Yayyy, it will be so simpler. Zoltán, could you prepare a patch to 
make webkit-patch add "&excludefield=attachmentdata" to the query?
Comment 19 David Kilzer (:ddkilzer) 2012-04-18 08:19:37 PDT
Created attachment 137695 [details]
Untested fix to add "excludefield=attachmentdata" everywhere "ctype=xml" is used
Comment 20 David Kilzer (:ddkilzer) 2012-04-18 08:20:40 PDT
(In reply to comment #19)
> Created an attachment (id=137695) [details]
> Untested fix to add "excludefield=attachmentdata" everywhere "ctype=xml" is used

I don't have time to test this, but this is basically the type of fix I'm suggesting.
Comment 21 Eric Seidel (no email) 2012-04-18 10:39:55 PDT
Comment on attachment 137695 [details]
Untested fix to add "excludefield=attachmentdata" everywhere "ctype=xml" is used

If this works, this sounds like the better fix, yes.  I wonder what other options to show_bug.cgi I should know about. :)
Comment 22 Zoltan Arvai 2012-04-20 05:00:41 PDT
I ran some test with the patch, it seems ok.
Comment 23 Csaba Osztrogonác 2012-05-08 10:07:57 PDT
Oh ... I thought it is fixed long time ago. :) If you guys don't want to submit the full patch, I'll do it tomorrow.
Comment 24 Csaba Osztrogonác 2012-05-08 10:09:02 PDT
(In reply to comment #23)
> Oh ... I thought it is fixed long time ago. :) If you guys don't want to submit the full patch, I'll do it tomorrow.
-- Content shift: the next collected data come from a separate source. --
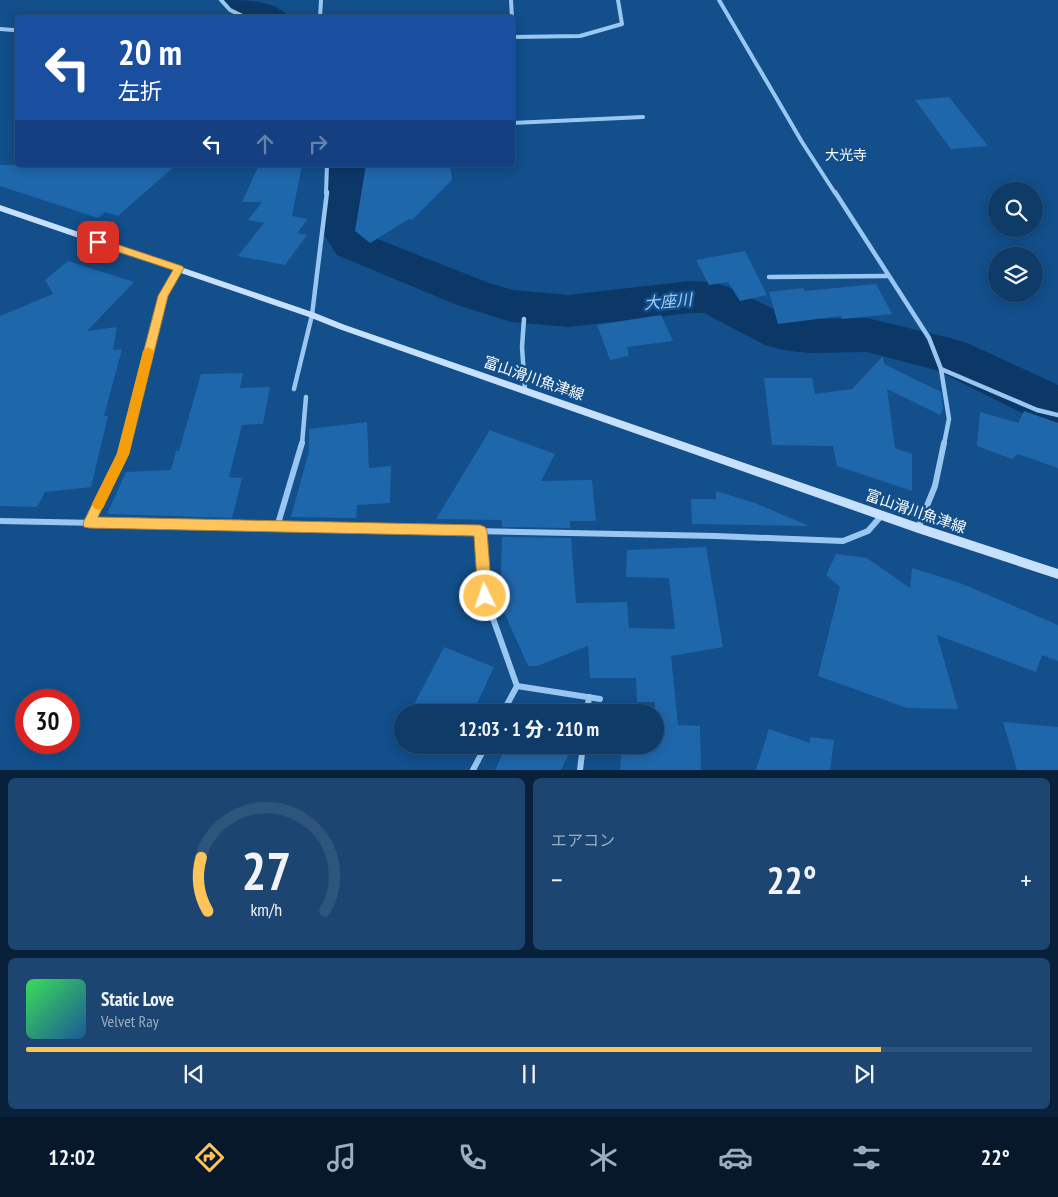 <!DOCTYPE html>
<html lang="ja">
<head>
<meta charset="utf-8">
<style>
  body { margin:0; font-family:"PT Sans Narrow","Noto Sans JP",sans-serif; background:#1c4671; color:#f1f3f6; height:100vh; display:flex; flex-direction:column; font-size:19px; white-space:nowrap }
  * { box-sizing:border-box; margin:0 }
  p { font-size:16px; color:#9badc0 }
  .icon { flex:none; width:28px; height:28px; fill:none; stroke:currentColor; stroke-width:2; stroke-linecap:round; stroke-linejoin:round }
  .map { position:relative; height:770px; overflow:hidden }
  .details { display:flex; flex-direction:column; gap:8px; padding:8px; background:#082039; flex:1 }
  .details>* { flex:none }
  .banner { position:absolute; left:15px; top:15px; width:500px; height:152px; border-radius:5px; box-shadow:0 2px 12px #0003,0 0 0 1px #2e557c; background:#1a4fa0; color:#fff; overflow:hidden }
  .fabs { position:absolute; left:988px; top:182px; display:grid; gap:10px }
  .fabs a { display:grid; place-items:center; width:55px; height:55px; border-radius:50%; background:#0e3b68; box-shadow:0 2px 12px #0003,0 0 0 1px #2e557c; font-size:25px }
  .speed { position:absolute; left:15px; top:689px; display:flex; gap:10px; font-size:25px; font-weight:700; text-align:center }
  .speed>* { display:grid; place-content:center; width:65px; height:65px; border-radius:50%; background:#0e3b68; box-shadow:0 2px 12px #0003,0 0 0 1px #2e557c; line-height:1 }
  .speed .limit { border:8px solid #d22; background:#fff; color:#111 }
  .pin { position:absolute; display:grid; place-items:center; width:42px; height:42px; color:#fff; margin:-21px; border-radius:10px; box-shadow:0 2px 8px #0006 }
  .me { position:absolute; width:55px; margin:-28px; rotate:356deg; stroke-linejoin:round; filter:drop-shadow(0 0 4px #0008) }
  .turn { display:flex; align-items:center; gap:18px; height:105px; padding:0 20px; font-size:22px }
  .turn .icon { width:65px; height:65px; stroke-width:2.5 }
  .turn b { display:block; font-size:35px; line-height:42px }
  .lanes { display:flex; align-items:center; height:48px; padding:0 20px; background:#0003; justify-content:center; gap:25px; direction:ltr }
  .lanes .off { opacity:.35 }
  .big { font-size:38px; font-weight:800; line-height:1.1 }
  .details .tile { flex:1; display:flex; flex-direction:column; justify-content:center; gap:8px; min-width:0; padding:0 18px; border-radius:8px; background:#1c4671 }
  .details .dial { align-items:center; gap:0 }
  .dial svg { height:130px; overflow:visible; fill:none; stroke:#2e557c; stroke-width:7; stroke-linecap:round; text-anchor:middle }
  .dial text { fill:#f1f3f6; stroke:none }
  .song { display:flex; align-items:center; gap:15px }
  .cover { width:60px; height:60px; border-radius:8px; background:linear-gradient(135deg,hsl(130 70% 55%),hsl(210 70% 35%)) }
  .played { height:5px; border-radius:2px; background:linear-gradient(90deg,#ffc459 85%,#2e557c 85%) }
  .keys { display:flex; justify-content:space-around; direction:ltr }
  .heat { display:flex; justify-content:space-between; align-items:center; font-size:28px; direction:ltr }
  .details .tiles { flex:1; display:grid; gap:8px; grid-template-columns:1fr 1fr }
  .tile:last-child { grid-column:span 2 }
  .trip { position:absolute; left:394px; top:704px; width:270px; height:50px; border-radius:25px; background:#0e3b68; box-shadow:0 2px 12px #0003,0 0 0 1px #2e557c; font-weight:800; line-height:50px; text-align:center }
  .dock { display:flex; height:80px; justify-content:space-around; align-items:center; background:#06182a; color:#9badc0 }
  .dock .icon { width:35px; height:35px }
  .dock .active { color:#ffc459 }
  .dock b { font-size:22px; color:#f1f3f6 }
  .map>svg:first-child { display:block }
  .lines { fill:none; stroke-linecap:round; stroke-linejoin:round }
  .river { fill:#0b3867; fill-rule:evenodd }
  .building { fill:#1f67ab }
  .street-far2 { stroke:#99c7f1; stroke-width:4 }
  .street-far1 { stroke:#99c7f1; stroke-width:4.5 }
  .street { stroke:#99c7f1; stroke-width:6 }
  .secondary { fill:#c7e1fc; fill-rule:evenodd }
  .route { fill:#ffc459; stroke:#a67f3a }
  .slow { fill:#f59e0b }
  .labels { text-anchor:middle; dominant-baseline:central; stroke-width:5; stroke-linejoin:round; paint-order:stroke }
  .far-neighbourhood-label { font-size:14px; fill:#fff; stroke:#124f8b }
  .street-label { font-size:15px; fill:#fff; stroke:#124f8b }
  .water-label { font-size:16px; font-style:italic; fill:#a4d0f8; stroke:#124f8b }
</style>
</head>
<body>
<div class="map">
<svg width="1058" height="770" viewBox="0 0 1058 770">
  <rect width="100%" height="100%" fill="#124f8b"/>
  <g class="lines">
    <g class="river">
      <path d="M224,0C247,0 275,0 290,18C266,18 239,22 224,0Z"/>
      <path d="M327,165H367L364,231L367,235L489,283L513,290L568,295L690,281L712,282L728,287L790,317L810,319L867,318L950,338L967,343L1058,385V425L1030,417L936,370L867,352L810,353L782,350L765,345L704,313H690L568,327L512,322L457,305L337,255L322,232Z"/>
    </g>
  </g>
  <g class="building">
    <path d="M949,97L988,146L951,149L915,100Z"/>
    <path d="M0,165H176L118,216L105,212L98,218L0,186Z"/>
    <path d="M259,165H302L292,216L308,219L297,233L307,235L285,265L238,256L264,223L248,220L262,202H242Z"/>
    <path d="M366,165H450L452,180L412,220L409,219L370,243L355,231Z"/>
    <path d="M745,251L767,295L740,301L728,282L709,285L696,260Z"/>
    <path d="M68,261L134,282L87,331L117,327L113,350L122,349L104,416H108L91,487L45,492L37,507L0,506V316L53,294L45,280Z"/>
    <path d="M876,284L892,314L842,319L841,316L778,324L769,292L803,288L805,291Z"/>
    <path d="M661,315L673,341L627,347L629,356L610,360L597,325Z"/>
    <path d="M883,356L884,364L941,392L943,409L940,415L887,389L895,448L912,454V491L837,466L833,446L772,445L764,378H812L815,394L852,389Z"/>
    <path d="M243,373L240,388L270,387L263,424L242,425L229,477L242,478L232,518L107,514L126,472L171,470L176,451H179L201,374Z"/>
    <path d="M1024,411L1058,423V468L1018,454L1012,459L977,446L980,412L1018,423Z"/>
    <path d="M367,422L369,468L391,466L390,503L357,505L356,518L291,517L309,451V429Z"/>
    <path d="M490,430L555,454L541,481L592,480L596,521H570V528L502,527V520L436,519Z"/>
    <path d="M716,491L755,503L807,525V526L692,524L691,499H716Z"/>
    <path d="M502,537L571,538L576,603L627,602L629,628L675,629L669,578L626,577L627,550L706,547L723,647L671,656L678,725L700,726L701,770H620L622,745H655V702H637L636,678H590L588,646L537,666H528L500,603Z"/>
    <path d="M836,554L867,558L910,588L912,568L960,583L1058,625V661L1042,655L1036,672L937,635L958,709L907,708L818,676L840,587L826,575Z"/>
    <path d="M444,647L494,667L473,712H410Z"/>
    <path d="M1003,722L1058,727V770H1017Z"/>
    <path d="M769,729L810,743V737L834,740L830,770H756Z"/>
    <path d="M507,745H552L569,753L561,770H495Z"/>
  </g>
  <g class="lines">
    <g class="street-far2">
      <path d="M221,0L230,10L247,18"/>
      <path d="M511,0L512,18"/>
      <path d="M719,0L802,142L835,193"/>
      <path d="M320,18L321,0"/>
      <path d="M512,23L513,37L580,36L622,24L618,0"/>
      <path d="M0,29L13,30"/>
      <path d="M512,123L643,117"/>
      <path d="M326,193L327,165"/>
    </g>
    <g class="street-far1">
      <path d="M835,192L929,338L941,369L949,419L944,444"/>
      <path d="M769,277L888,276"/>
      <path d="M524,319L522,347L525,390"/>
      <path d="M941,369L1037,410L1058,415"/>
      <path d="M294,389L312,315L327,192"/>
      <path d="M125,444L163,296L178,268"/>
      <path d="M302,444L306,397"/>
    </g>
    <g class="street">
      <path d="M0,521L716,536L843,541L868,531L882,515"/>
      <path d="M89,523L123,454L126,443"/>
      <path d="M277,527L302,443"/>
      <path d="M918,528L935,486L944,443"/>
      <path d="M480,531L485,596L517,686L503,712"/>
      <path d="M517,686L600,699"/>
      <path d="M587,712L589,697"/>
      <path d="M473,770L486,745"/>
      <path d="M580,770L583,745"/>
    </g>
    <path class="secondary" d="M0,205L315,313L345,325L918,523L1058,569V579L918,533L339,329L309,317L0,211Z"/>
  </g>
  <path class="route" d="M98,238L182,266L184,268L168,296L129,454L98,517L480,525L485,527L487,531L492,596L490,601L485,602L480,601L478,596L474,536L89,528L84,527L83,523L117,454L158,296L173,270L94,244V239Z"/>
  <path class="slow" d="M148,347L154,351L129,454L103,508L98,510L94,508L92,504L117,454L143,351Z"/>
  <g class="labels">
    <g class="far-neighbourhood-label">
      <text x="846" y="155">大光寺</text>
    </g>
    <g class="street-label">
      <text transform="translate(534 378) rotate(19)">富山滑川魚津線</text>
      <text transform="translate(916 511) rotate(19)">富山滑川魚津線</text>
    </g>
    <g class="water-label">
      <text transform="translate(668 301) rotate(-5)">大座川</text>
    </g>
  </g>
</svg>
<div class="fabs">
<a><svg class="icon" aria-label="search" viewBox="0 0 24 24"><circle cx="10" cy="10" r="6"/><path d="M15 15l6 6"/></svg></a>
<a><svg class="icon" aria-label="layers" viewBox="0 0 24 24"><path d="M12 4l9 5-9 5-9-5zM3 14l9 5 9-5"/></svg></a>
</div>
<div class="speed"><div class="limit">30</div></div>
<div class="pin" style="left:98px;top:242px;background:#d93025"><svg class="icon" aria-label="arrive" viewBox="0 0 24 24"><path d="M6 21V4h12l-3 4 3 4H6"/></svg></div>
<svg class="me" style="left:485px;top:596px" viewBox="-20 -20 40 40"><circle r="17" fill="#ffc459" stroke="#fff" stroke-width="3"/><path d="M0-11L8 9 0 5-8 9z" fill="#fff"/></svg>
<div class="trip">12:03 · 1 分 · 210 m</div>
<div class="banner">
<div class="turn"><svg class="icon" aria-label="left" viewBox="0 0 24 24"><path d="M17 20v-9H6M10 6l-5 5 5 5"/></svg><div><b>20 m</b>左折</div></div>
<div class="lanes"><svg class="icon" aria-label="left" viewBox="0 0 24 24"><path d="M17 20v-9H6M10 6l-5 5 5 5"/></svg><svg class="icon off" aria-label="ahead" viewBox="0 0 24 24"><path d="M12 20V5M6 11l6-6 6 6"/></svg><svg class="icon off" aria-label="right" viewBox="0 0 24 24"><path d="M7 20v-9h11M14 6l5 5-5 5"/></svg></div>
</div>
</div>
<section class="details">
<div class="tiles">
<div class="tile dial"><svg viewBox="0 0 100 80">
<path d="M14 69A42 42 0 1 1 86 69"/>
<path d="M14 69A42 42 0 0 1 10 36" stroke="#ffc459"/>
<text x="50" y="56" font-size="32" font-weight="700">27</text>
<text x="50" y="72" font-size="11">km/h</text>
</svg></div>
<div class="tile"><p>エアコン</p>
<div class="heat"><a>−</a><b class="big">22°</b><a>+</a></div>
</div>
<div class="tile">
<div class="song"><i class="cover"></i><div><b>Static Love</b><p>Velvet Ray</p></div></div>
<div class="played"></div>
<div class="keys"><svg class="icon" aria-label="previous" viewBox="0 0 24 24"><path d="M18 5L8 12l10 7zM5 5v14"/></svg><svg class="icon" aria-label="pause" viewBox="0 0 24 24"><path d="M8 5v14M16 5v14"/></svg><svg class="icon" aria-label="next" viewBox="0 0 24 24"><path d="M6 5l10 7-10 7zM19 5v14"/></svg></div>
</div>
</div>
</section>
<nav class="dock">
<b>12:02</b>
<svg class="icon active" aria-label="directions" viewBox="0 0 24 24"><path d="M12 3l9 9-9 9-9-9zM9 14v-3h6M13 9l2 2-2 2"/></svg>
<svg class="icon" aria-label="music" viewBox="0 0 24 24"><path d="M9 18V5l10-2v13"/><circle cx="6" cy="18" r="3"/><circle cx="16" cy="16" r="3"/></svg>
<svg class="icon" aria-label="phone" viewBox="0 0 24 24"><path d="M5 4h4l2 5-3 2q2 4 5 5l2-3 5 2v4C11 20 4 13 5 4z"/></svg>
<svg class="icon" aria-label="climate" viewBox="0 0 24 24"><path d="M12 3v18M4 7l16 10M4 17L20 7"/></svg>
<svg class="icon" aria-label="car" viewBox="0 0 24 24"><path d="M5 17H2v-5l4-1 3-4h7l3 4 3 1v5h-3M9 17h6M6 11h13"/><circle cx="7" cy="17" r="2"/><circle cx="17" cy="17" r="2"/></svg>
<svg class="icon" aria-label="filters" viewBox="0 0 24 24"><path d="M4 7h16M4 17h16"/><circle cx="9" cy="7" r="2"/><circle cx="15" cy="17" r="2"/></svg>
<b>22°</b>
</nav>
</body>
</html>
We really need this patch, because Qt EWS bots are dying now, because they try to fetch https://bugs.webkit.org/show_bug.cgi?id=84614
Comment 25 Adam Barth 2012-05-08 10:11:53 PDT
Comment on attachment 137695 [details]
Untested fix to add "excludefield=attachmentdata" everywhere "ctype=xml" is used

Looks like this just needs a ChangeLog.
Comment 26 Csaba Osztrogonác 2012-05-09 00:59:40 PDT
Created attachment 140878 [details]
r+-ed patch with changelog
Comment 27 Csaba Osztrogonác 2012-05-09 01:00:53 PDT
Comment on attachment 140878 [details]
r+-ed patch with changelog

David, is it OK for you? :)
Comment 28 Csaba Osztrogonác 2012-05-14 04:16:21 PDT
Comment on attachment 140878 [details]
r+-ed patch with changelog

There wasn't any objection in the last 3 weeks, so we shouldn't wait more (and block fixing this annoying bug).
Comment 29 WebKit Review Bot 2012-05-14 05:07:34 PDT
Comment on attachment 140878 [details]
r+-ed patch with changelog

Clearing flags on attachment: 140878

Committed r116934: <http://trac.webkit.org/changeset/116934>
Comment 30 WebKit Review Bot 2012-05-14 05:07:42 PDT
All reviewed patches have been landed.  Closing bug.